The best surrogate decision-maker is someone who:

  • Knows the person’s choices about health
  • Is able and willing to act in the person’s best interests

Physician Orders for Life-Sustaining Treatment (POLST)

POLST is for people who have a serious illness, are frail, or are very old. This document gives healthcare providers orders they need to follow based on the person’s choices about health care. 

POLSTs can go from one health care setting to another.  For example, when a POLST form is shown, a person’s advance care plans will be honored by the: 

  • Emergency Medical Service team (ambulance or fire personnel),
  • Staff in the emergency room
  • Hospital team,
  •  Nursing home staff.

The POLST contains a set of legal orders. So, it needs a discussion with the physician and this professional’s signature to be legal. 

The POLST is usually on a brightly colored form.
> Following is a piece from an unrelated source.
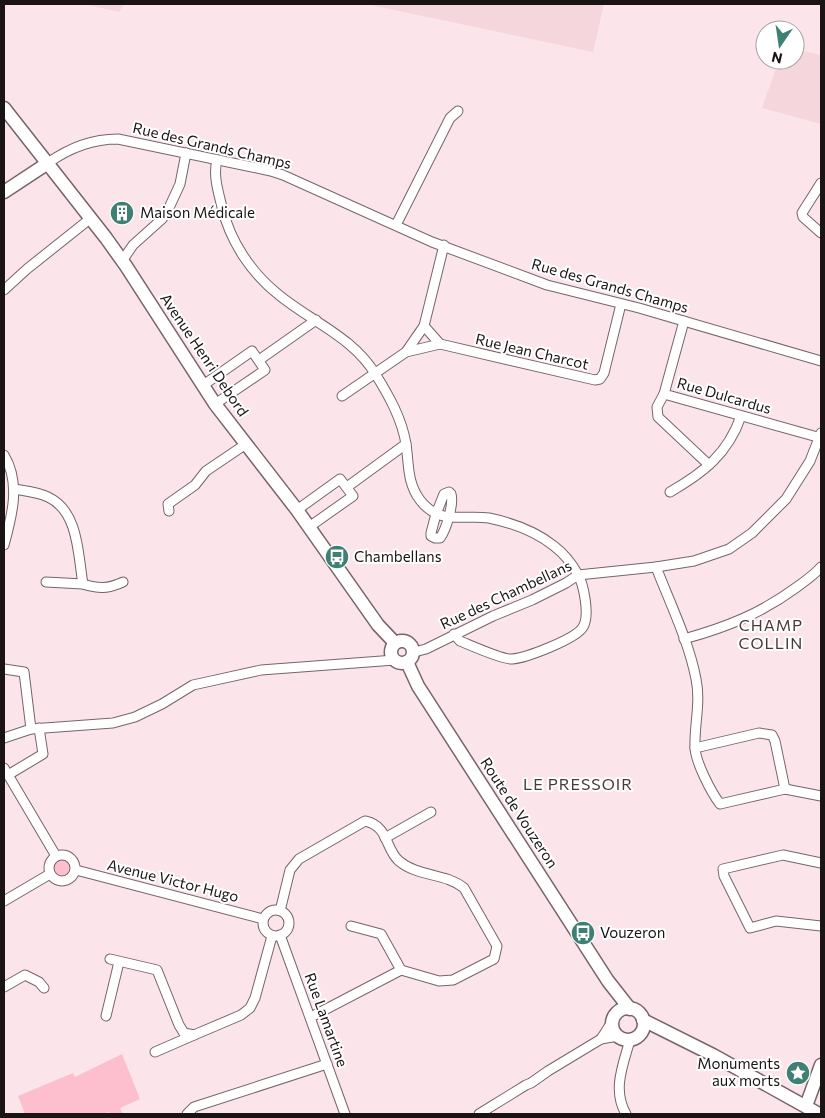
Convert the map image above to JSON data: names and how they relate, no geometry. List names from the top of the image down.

Keep it at home in a visible spot, like the refrigerator, so emergency responders can easily find it. 

Visit the National POLST Program website to find more information and to locate community or state-based POLST programs.

Changes to Advance Directives

Advance directives need to be revisited when a person:

  • Experiences a change in their health 
  • Enters or leaves a nursing home
  • Enters or leaves a hospital
  • Has a change in surrogate decision-maker

A person can stop or change any advance directive at any time, as long as the person is capable of making decisions.
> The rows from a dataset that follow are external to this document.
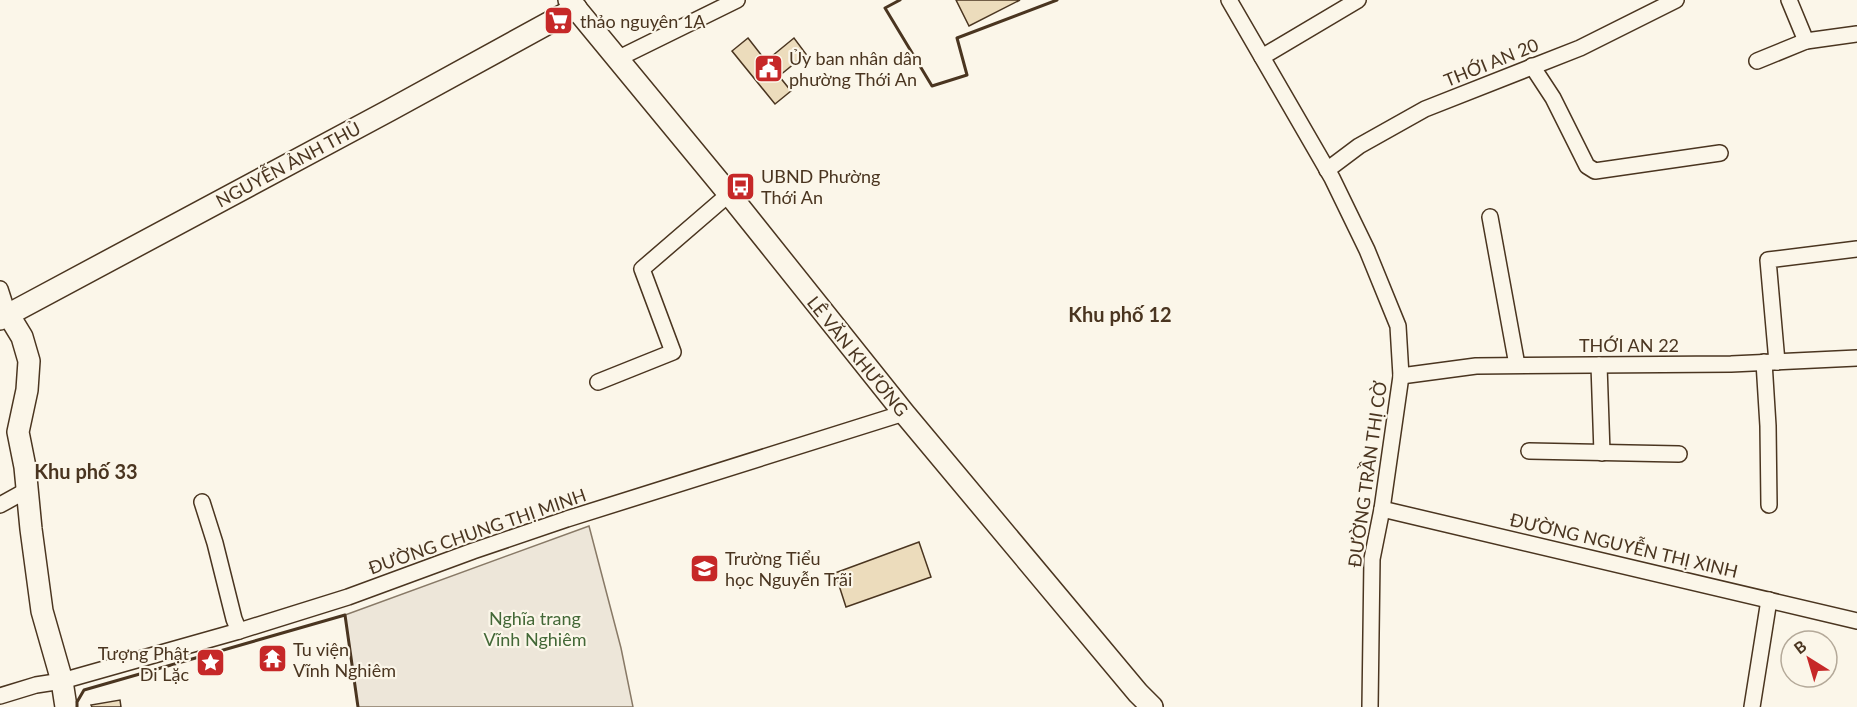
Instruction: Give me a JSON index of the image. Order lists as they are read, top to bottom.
{
  "streets": {
    "main road": ["NGUYỄN ẢNH THỦ", "LÊ VĂN KHƯƠNG"],
    "street": [
      "THỚI AN 20",
      "THỚI AN 22",
      "ĐƯỜNG TRẦN THỊ CỜ",
      "ĐƯỜNG CHUNG THỊ MINH",
      "ĐƯỜNG NGUYỄN THỊ XINH"
    ]
  },
  "crossings": [
    ["THỚI AN 20", "ĐƯỜNG TRẦN THỊ CỜ"],
    ["NGUYỄN ẢNH THỦ", "LÊ VĂN KHƯƠNG"],
    ["THỚI AN 22", "ĐƯỜNG TRẦN THỊ CỜ"],
    ["LÊ VĂN KHƯƠNG", "ĐƯỜNG CHUNG THỊ MINH"],
    ["ĐƯỜNG TRẦN THỊ CỜ", "ĐƯỜNG NGUYỄN THỊ XINH"]
  ],
  "districts": ["Khu phố 12", "Khu phố 33"],
  "parks": ["Nghĩa trang Vĩnh Nghiêm"],
  "places": {
    "supermarket": ["thảo nguyên 1A"],
    "public building": ["Ủy ban nhân dân phường Thới An"],
    "bus stop": ["UBND Phường Thới An"],
    "school or university": ["Trường Tiểu học Nguyễn Trãi"],
    "temple": ["Tu viện Vĩnh Nghiêm"],
    "place": ["Tượng Phật Di Lặc"]
  },
  "north": "top left"
}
Legally, healthcare providers must follow these advance directives to the extent possible.

Family Role in Decision-making

Advance directives help very sick people and their families. Advance care planning helps people by:

  • Giving them a better life and care 
  • Letting them choose where to die and have fewer treatments when they are close to dying 
  • Having fewer trips to the hospital at the end of their life 
  • Making family members feel less stressed, sad, and worried after the person passes away

Rules for Surrogate Decision-making 

Most states and the Department of Veterans Affairs have rules about who makes health care decisions for people who can’t make their own, in the following order: 

  1. Legal guardian
  2. Surrogate decision-maker with a Durable Power of Attorney for Health Care
  3. A spouse, followed by other family members. Some states require total or majority agreement of all family in a category, such as adult children

Some states allow for non-family surrogate decision-makers who know the sick person well.

When no legal surrogate decision-maker exists, the healthcare provider may decide that family members are unable to make medical decisions. For example, families may have:

  •  Different personalities, values, or interests
  • Estranged family members
  • Disagreements among family
  • Lack of ability or willingness to make decisions

These are some of the reasons why it’s so important to make an advance directive and choose a surrogate before you become ill.

 If a person has no advance directive and no one to speak for them, the healthcare provider may ask a court to appoint a guardian to act as a surrogate (see: Guardianship) 

Limits of Advance Directives

 Advance directives have limitations. A person:

  • May not fully understand treatment options or choices they have. 
  • May change their minds and forget to tell others.
  • Have advance directives that are too vague to guide medical decisions or may not be useful when situations change. 

People can help avoid these problems by discussing advance directives with each other and their healthcare providers.

Importance of Communication

Good communication with the health care provider and surrogate decision-maker can solve many problems when doing advance directives.

A question you can ask to open the topic is: "Can we talk about how decisions will be made for my medical care in case I become too sick to talk to you directly?"

 Ask or tell your healthcare provider about:

  • Situations that commonly develop with your specific illness or condition.
  • Various treatments and treatment options.
  • Your wishes, including who you choose as a surrogate decision-maker.
  • The limits of the decision-maker’s power and how you will let your surrogate know if you change your mind about something.